MS18.4 - System Identification and Damage Detection

Structural health monitoring (SHM) is an important approach in order to evaluate the health state and so the safety and security of structures as bridges. It also helps to maintain and to extend their lives, to detect and predict their failures. This approach regroups several techniques such as vibration based inspections, acoustic, ultrasonic or magnetic field and radiographic methods. They are based on analyzing variations of some system’s characteristics and mapping them to the state of the systems and materials. For instance, in vibration based SHM, the variations of system characteristics in linear and nonlinear dynamics, e.g., frequency and damping shifts, changes of mode shapes and backbone curves, are directly related to the current state of the system. In this study, we endow an ultrasonic technique for SHM, namely Time Reversal (TR) method. This technique is based on the time reversibility of the solutions of wave equation in a lossless medium. Several experimental and numerical studies are carried out for fault diagnosis of a beam. Experimentations are based on the iterative TR process. In general terms two configurations of transducers, i.e. piezoelectric, are considered: side by side configuration and face to face. In the first one, all transducers are positioned at one side of the damage; in the second one, transducers are positioned at both sides of the damage. For both configurations, the TR is applied in three global steps: i) an excitation wave is applied via one set of array of transducers; ii) Then, signal are recorded by other set of array of transducers; iii) they are time reversed and are reinjected to the medium. If the wave emitted in step (i) is reflected by a damage, then the re-emitted wave in step (iii) converges towards the reflecting damage. The obtained experimental results are confronted by those which are detected from the finite element modeling of the system under ultrasonic excitation. Then, further investigations/protocols are proposed for fault diagnosis of such systems.

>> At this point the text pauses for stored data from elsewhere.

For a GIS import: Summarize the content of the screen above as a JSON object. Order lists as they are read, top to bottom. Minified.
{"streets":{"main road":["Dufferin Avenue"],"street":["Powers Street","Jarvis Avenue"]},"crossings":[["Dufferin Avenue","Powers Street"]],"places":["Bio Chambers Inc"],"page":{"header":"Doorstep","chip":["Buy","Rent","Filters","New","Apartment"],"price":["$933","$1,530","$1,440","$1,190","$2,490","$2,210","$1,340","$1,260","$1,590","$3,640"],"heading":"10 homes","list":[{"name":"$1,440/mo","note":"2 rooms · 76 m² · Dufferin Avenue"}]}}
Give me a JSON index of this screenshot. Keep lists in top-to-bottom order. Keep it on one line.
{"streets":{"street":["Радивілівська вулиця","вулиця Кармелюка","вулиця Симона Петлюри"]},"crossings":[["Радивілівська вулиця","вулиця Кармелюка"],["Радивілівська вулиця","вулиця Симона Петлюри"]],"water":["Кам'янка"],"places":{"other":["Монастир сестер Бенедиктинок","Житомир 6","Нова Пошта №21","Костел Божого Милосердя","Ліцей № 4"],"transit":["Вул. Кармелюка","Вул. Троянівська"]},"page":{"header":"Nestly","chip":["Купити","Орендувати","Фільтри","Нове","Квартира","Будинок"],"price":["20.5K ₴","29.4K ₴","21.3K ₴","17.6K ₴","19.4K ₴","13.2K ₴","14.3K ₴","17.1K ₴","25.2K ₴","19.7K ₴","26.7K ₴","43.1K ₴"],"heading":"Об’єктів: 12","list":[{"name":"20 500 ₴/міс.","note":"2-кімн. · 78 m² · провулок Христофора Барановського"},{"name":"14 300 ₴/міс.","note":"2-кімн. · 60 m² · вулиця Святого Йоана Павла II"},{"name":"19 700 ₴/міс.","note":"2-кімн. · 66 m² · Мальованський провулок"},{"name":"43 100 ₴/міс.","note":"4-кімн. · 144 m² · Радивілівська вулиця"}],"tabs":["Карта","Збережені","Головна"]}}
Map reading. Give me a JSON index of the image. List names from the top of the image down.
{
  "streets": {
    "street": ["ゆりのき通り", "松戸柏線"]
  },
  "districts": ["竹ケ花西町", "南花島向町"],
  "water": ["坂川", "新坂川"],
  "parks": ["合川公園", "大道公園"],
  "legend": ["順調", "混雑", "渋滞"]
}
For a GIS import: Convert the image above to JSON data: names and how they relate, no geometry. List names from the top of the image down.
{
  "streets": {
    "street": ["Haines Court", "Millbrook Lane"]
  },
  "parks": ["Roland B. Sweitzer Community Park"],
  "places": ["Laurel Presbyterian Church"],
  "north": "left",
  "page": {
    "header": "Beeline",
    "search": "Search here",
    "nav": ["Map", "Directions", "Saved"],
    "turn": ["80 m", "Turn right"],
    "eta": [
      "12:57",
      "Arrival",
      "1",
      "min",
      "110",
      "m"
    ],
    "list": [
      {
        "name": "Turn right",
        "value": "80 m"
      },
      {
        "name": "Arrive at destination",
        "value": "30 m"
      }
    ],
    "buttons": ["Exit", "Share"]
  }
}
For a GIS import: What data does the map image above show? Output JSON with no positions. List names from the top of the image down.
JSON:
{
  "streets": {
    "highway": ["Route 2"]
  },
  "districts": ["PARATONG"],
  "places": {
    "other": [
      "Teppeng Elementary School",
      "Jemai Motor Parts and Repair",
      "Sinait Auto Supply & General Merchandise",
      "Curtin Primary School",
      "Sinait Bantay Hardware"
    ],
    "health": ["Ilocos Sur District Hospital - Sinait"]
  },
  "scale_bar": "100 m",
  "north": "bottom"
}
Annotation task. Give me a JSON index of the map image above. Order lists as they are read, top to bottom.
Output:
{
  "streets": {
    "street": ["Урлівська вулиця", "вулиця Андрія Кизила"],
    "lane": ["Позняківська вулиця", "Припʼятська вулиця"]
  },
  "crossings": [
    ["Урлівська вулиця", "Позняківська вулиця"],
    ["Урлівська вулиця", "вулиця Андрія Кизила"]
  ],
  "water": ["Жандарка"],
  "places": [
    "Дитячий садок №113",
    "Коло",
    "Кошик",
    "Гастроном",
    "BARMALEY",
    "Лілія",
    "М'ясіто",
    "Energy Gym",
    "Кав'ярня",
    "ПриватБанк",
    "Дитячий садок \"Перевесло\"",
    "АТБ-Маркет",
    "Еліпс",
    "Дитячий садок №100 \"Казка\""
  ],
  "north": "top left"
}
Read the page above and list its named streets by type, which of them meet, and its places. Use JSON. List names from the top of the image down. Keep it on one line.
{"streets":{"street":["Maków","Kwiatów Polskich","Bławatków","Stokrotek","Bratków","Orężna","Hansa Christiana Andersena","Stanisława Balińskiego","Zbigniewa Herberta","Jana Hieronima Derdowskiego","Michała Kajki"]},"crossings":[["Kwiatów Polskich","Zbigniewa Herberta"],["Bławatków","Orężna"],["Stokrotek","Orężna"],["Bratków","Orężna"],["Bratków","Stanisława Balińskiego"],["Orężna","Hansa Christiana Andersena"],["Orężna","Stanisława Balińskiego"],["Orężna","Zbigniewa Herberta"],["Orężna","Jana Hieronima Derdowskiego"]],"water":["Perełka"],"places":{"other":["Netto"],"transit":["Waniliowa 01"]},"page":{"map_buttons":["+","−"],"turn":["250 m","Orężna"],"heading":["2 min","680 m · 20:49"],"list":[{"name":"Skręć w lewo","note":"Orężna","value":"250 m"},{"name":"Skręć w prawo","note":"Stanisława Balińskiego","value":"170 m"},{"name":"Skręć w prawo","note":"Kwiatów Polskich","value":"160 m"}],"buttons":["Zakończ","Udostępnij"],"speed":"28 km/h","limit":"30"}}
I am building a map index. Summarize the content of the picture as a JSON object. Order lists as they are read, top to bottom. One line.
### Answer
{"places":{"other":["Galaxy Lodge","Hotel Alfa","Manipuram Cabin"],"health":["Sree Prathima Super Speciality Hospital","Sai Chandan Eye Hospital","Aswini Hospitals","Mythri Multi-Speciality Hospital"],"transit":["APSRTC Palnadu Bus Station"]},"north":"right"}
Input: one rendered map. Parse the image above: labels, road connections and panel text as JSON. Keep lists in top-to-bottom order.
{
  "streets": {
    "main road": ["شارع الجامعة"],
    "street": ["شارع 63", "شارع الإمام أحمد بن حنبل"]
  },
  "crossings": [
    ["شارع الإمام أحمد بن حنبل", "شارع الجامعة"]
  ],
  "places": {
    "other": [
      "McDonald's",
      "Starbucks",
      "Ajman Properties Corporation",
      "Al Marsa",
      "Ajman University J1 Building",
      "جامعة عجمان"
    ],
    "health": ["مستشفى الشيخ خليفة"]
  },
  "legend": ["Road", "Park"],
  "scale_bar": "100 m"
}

Modal parameters estimated through in field dynamic testing define the inherent characteristics of real-world structures, being therefore employed as reference information for various purposes, including the assessment of structural damage, the evaluation of operational and environmental effects, and the calibration of realistic numerical models. Among natural frequencies, damping ratios and mode shapes, the latter have been proved far more effective in localizing structural damage given their spatial dependency on the nodal coordinates of vibrating systems. Most of modal analysis applications resort to the real part of these quantities for vibration-based damage identification of structural systems, assuming them as classically damped. However, one must be aware that the classical viscous damping assumption is idealistic in case of real-world structures because they are often made up of multiple and heterogeneous interconnected parts and the damping matrix cannot be considered as proportional to mass and stiffness matrices. Indeed, the mode shapes of real physical systems are complex in most cases, and this complexity cannot be ignored as it can adversely affect the correct identification of ongoing damage mechanisms. Based on the above considerations, the present work intends to shed light on the relationship existing between structural damage and modal complexity, taking into account that the imaginary content of experimentally identified modal vectors can derive from the simultaneous occurrence of factors other than damage, such as mass loading effects, measurement noise and high modal density, among others. To this end, numerical investigations are carried out in order to track the variation of complex mode shapes in structures subjected to damage scenarios of various extent and to infer about the generalization of a damage index, recently proposed by the authors, that relies on the weighted difference of the imaginary content of complex eigenmodes to detect, locate and assess the structural damage and its evolution path.